5. Role of Market Makers: Risk Transfer and Market Stability

In the operation of Bitcoin ETFs, market makers play a crucial role. BlackRock plans to transfer risk to cryptocurrency market makers after obtaining approval for its Bitcoin spot exchange-traded fund (ETF) to facilitate easier participation from Wall Street banks.

● The plan includes a novel way of redeeming ETF shares. Under the cash/USD creation model, the use of USD separates the two markets. Market makers act more like "tools," simply trading ETF shares/USD and BTC/USD in both markets without much thought.

● If time differences in operations between the two markets or price discrepancies lead to arbitrage or losses, market makers do not need to bear such inter-market risks under the cash model.

● The revised model addresses an important gap. BlackRock did not specify the exact method but stated that the new process provides "superior resistance to market manipulation," reflecting the SEC's main concerns about the product.

● Enabling large institutions (managing billions of dollars in assets for clients) to redeem shares more quickly and with lower risk may mean more institutional capital flowing into Bitcoin spot ETFs.

6. Investment Insights: Focus on Correct Indicators and Long-Term Trends

For rational investors, understanding BlackRock's operational mechanism directly means mastering how to correctly interpret market signals.

● Investors should pay more attention to daily ETF inflow and outflow data, as this is the real-time indicator reflecting market capital movements. On-chain transfers are merely a settlement step in the standard operational process of ETFs, and the selling pressure they represent generally occurred before the transfer, not after.

● Relevant data will be presented more clearly and comprehensively in daily ETF inflow and outflow monitoring, eliminating the need to reinterpret it as an additional bearish signal, which could cause unnecessary panic.

● When there is a net inflow into the ETF, market makers will simultaneously sell ETFs to buyers while buying cryptocurrency and sending it to the ETF issuer. Although there are no redemption time constraints here, thus the lag time will be shortened, there will still be some delay.

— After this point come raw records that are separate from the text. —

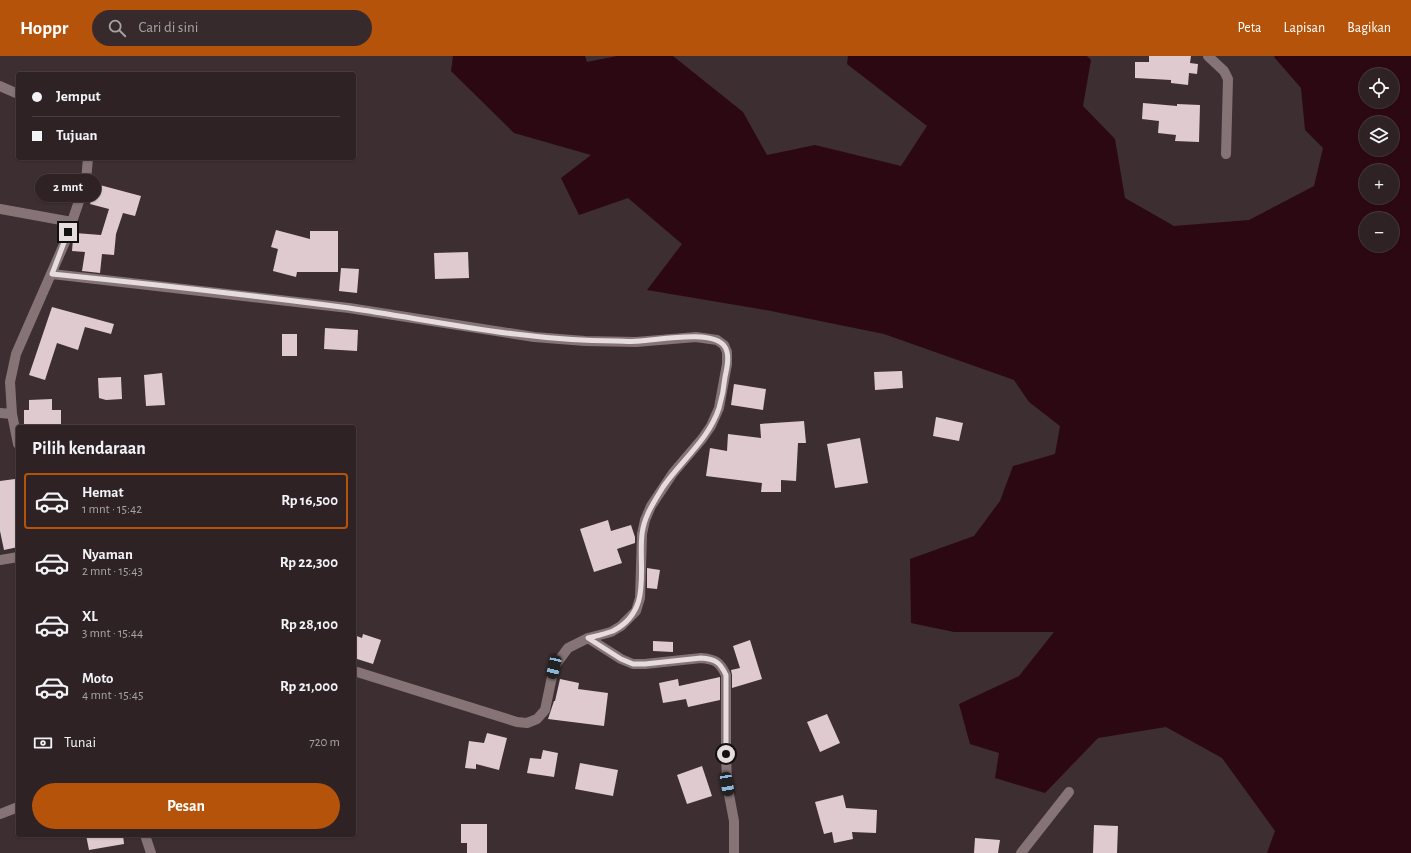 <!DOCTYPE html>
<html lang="id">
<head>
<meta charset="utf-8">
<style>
  :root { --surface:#2e2225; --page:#362a2d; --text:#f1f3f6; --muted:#a7a4a7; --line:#493f42; --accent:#b45309 }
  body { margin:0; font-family:"Alegreya Sans",sans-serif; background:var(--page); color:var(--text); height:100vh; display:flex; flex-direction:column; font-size:15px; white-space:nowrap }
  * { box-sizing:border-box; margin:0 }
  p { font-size:13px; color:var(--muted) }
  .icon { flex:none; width:22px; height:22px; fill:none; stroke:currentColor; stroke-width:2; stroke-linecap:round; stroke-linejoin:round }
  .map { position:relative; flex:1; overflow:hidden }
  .details { position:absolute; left:16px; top:369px; width:340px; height:412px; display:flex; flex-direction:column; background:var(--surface); border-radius:4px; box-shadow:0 1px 3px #0004,0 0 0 1px var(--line) }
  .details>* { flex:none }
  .top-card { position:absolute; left:16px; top:16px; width:340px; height:88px; border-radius:4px; box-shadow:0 1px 3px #0004,0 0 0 1px var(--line); display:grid; align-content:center; height:88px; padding:0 16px; background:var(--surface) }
  .controls { position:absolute; left:1359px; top:12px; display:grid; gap:8px }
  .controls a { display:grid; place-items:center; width:40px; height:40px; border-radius:50%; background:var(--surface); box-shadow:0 1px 3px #0004,0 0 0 1px var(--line); font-size:20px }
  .end { position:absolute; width:18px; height:18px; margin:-9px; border:5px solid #e6dbdd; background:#111; box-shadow:0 0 0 2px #111 }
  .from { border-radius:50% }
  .bubble { position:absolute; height:28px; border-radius:14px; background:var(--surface); box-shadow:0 1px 3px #0004,0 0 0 1px var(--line); font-size:13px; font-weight:700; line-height:28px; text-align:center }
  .car { position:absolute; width:12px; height:24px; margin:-12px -6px; border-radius:5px; box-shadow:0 0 3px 1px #0007; background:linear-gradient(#222 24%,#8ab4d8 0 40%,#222 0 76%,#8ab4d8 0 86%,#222 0) }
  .top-card b { display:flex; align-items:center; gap:14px; height:38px; font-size:15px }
  .top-card b+b { border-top:1px solid var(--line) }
  .top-card i { width:10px; height:10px; background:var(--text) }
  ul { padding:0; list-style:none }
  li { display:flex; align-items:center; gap:12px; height:56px; margin:0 8px 6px; padding:0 8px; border:2px solid transparent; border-radius:4px }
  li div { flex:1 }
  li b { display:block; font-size:15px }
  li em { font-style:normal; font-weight:700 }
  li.selected { border-color:var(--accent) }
  li>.icon { width:36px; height:36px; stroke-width:1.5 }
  h2 { padding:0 16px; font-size:18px; line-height:48px }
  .pay { display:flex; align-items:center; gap:10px; height:44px; padding:0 16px; font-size:15px }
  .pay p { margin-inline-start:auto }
  .button { display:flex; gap:8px; margin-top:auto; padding:8px 16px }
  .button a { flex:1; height:46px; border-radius:24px; background:var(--accent); color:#fff; font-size:16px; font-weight:700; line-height:46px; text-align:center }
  header { display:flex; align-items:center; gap:24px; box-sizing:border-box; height:56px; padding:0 20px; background:var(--accent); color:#fff }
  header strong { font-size:19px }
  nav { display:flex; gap:22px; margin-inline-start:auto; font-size:14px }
  .search { width:280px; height:36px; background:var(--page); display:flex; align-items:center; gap:10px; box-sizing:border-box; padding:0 14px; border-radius:22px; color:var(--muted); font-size:15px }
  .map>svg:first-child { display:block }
  .water { fill:#2c0813; fill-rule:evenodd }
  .building { fill:#dfcbcf }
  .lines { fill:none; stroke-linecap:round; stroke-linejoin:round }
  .minor { stroke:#857376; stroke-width:10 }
  .route { stroke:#e6dbdd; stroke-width:5 }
</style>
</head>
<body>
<header>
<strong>Hoppr</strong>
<div class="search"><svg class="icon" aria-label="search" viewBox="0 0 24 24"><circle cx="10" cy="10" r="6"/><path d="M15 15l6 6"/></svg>Cari di sini</div>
<nav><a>Peta</a><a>Lapisan</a><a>Bagikan</a></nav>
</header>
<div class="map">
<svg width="1411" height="797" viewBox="0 0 1411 797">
  <rect width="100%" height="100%" fill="#3d2e31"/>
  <!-- water -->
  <path class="water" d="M453,0H585L587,6L617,0H673L743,56L767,99L815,89L901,110L927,70L847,8L848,0H1087L1091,4L1083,50L1115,83L1125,142L1174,170L1249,164L1314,130L1323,92L1305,74L1301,32L1274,1L1275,0H1411V797H1267L1275,775L1222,702L1166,671L1098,682L1045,737L995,722L999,697L970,688L959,648L1019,620L1054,576H954L911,567L910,503L974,480L1000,445L1013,410L1055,398L1060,370L1029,346L1014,324L884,278L766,254L647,234L682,188L628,142L579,159L561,122L591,99L514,77L451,15ZM1366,19H1392V45H1366ZM1366,67H1392V93H1366ZM1366,115H1392V141H1366ZM1366,163H1392V189H1366Z"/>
  <!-- building -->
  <path class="building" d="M1149,0H1191L1190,7L1198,8L1197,18L1189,17L1188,29L1171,27V24L1135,22V6H1149Z
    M1143,47L1177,50V48L1200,49L1199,86L1175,85L1176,79L1158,77L1159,65L1142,63Z
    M96,128L141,140L135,160L123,157L116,178L114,199L102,198L100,217L82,215L85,196L72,195L73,183L75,177L101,179L109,153L90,148Z
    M276,174L310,183V175H338V216H297L296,221L273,215L278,193L271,191Z
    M468,196L469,222L435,223L434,197Z
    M341,212L359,213L357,237L339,235Z
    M52,251L114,268L111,278L85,271L78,294L57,287L45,324L29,319Z
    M325,272L358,274L357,295L324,293Z
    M282,278H297V300H282Z
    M902,315L903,332L875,334L874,316Z
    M162,317L165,349L146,350L144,319Z
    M121,321L122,343L106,344L99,342L98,322Z
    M734,328L766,333L763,354L731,349Z
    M52,343V354H61V371H24V354H29V344Z
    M936,361L963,367L959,385L933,380Z
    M804,365L806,387H798L796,425L781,424V436H761L762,427L706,420L710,392L727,395L728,378L761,382L760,368Z
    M860,382L868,427L835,432L827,388Z
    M15,423L18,446V491L4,494L0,475V425Z
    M608,464L611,475L631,469L635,481V487L617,493L622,507L594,516L580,473Z
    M647,512L660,514L657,533L647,532Z
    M363,578L381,584L373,608L354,602V579L362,582Z
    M750,584L762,623L732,632V619L731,614L740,612L733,590Z
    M653,585L673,586V596L653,595Z
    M720,621V644L688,651L686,643L663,647L659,627L678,623L679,630Z
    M560,623L579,627L578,633L608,637L604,670L548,663L554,645H555Z
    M827,658L840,687L820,696L807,666Z
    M487,677L507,682L499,714L476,708V713L465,712L469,685L484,687Z
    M543,694L558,697L554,721L527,717L530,702L541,703Z
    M580,707L618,714L613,740L575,733Z
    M702,710L712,740L687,748L677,719Z
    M843,739L846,752L877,754L876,777L852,776L853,783L834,787L832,776L824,778L815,746Z
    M461,768H487V797H467V787H461Z
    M1094,769L1118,770L1117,797H1093Z
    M86,779H123L124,788L89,794Z
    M975,782L1000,784L998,797H974Z"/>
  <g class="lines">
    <!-- minor -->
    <path class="minor" d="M1208,0L1224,15L1228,23L1226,98
      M0,30L18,38
      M0,153L72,166
      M52,218L349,252L534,281L585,285L636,286L696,281L717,284L724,289L727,296V308L719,352L711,370L702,383L673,417L651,450L645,464L642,478L640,542L636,555L621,570L611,576L588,582L568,592L554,611L545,654L537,663L527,667L517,666L354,615
      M0,357L12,358
      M18,388L12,358L10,326L16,298L65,186L86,125L88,102
      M0,504L18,501
      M588,582L621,603L633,608H645L701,602C715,603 720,606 726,619V698L727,728L734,765V797
      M0,758L18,751
      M145,779L151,797
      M1021,797L1069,736"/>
  </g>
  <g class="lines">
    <!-- route -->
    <path class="route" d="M68,176L52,218C151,228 250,239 349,252C437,265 525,285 615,285C623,285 632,286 640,285C659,284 714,273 725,291C730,299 727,312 725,321C724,331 722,342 719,352C709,383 681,405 663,431C654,446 644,460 642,478C638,514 653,554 613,575C605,578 596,580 588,582L621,603L633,608H645L701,602C715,603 720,606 726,619V698"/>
  </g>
</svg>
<div class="controls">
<a><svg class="icon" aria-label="locate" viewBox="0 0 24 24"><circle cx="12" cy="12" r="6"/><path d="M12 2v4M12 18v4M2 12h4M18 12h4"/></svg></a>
<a><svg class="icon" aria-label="layers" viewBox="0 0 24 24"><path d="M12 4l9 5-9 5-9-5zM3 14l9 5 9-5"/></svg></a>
<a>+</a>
<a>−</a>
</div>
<i class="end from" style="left:726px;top:698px"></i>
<i class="end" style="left:68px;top:176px"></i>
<div class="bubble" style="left:35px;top:118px;width:66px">2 mnt</div>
<i class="car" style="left:554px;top:611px;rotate:193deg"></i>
<i class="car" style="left:727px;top:728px;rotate:170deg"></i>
<div class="top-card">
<b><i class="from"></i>Jemput</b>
<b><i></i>Tujuan</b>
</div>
<section class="details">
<h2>Pilih kendaraan</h2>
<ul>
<li class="selected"><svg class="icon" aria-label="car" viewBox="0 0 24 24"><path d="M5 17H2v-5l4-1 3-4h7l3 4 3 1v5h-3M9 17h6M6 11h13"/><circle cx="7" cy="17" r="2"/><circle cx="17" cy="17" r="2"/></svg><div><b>Hemat</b><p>1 mnt · 15:42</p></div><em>Rp 16,500</em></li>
<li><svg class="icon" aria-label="car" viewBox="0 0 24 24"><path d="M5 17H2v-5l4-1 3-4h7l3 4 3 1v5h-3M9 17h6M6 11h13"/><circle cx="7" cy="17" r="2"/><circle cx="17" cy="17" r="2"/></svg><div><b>Nyaman</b><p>2 mnt · 15:43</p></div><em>Rp 22,300</em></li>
<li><svg class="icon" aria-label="car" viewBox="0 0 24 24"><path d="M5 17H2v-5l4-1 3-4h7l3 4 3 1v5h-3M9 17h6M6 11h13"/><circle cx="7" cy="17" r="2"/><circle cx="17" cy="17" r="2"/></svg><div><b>XL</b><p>3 mnt · 15:44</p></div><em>Rp 28,100</em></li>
<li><svg class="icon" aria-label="car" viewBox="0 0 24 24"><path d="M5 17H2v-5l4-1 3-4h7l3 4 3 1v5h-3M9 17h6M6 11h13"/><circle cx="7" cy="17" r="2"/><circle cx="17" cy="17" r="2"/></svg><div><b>Moto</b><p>4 mnt · 15:45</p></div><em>Rp 21,000</em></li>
</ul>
<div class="pay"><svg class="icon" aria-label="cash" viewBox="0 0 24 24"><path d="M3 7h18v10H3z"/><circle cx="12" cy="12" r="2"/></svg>Tunai<p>720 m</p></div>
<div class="button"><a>Pesan</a></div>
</section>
</div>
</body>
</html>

● Nick Ruck, director of LVRG Research, pointed out: "The outflow of IBIT confirms that the market's euphoric sentiment earlier this year has been exhausted." This understanding helps investors grasp market cycles from a more macro perspective rather than overreacting to every piece of on-chain transfer data.

BlackRock's Bitcoin ETF has become one of the most important Bitcoin-holding institutions in the market. Its capital flows have a profound impact on market sentiment, but understanding the essence of this mechanism is crucial. When the market sees on-chain data of BlackRock transferring to exchanges again, it should understand that this is merely the tail end of a massive operational mechanism, not the beginning.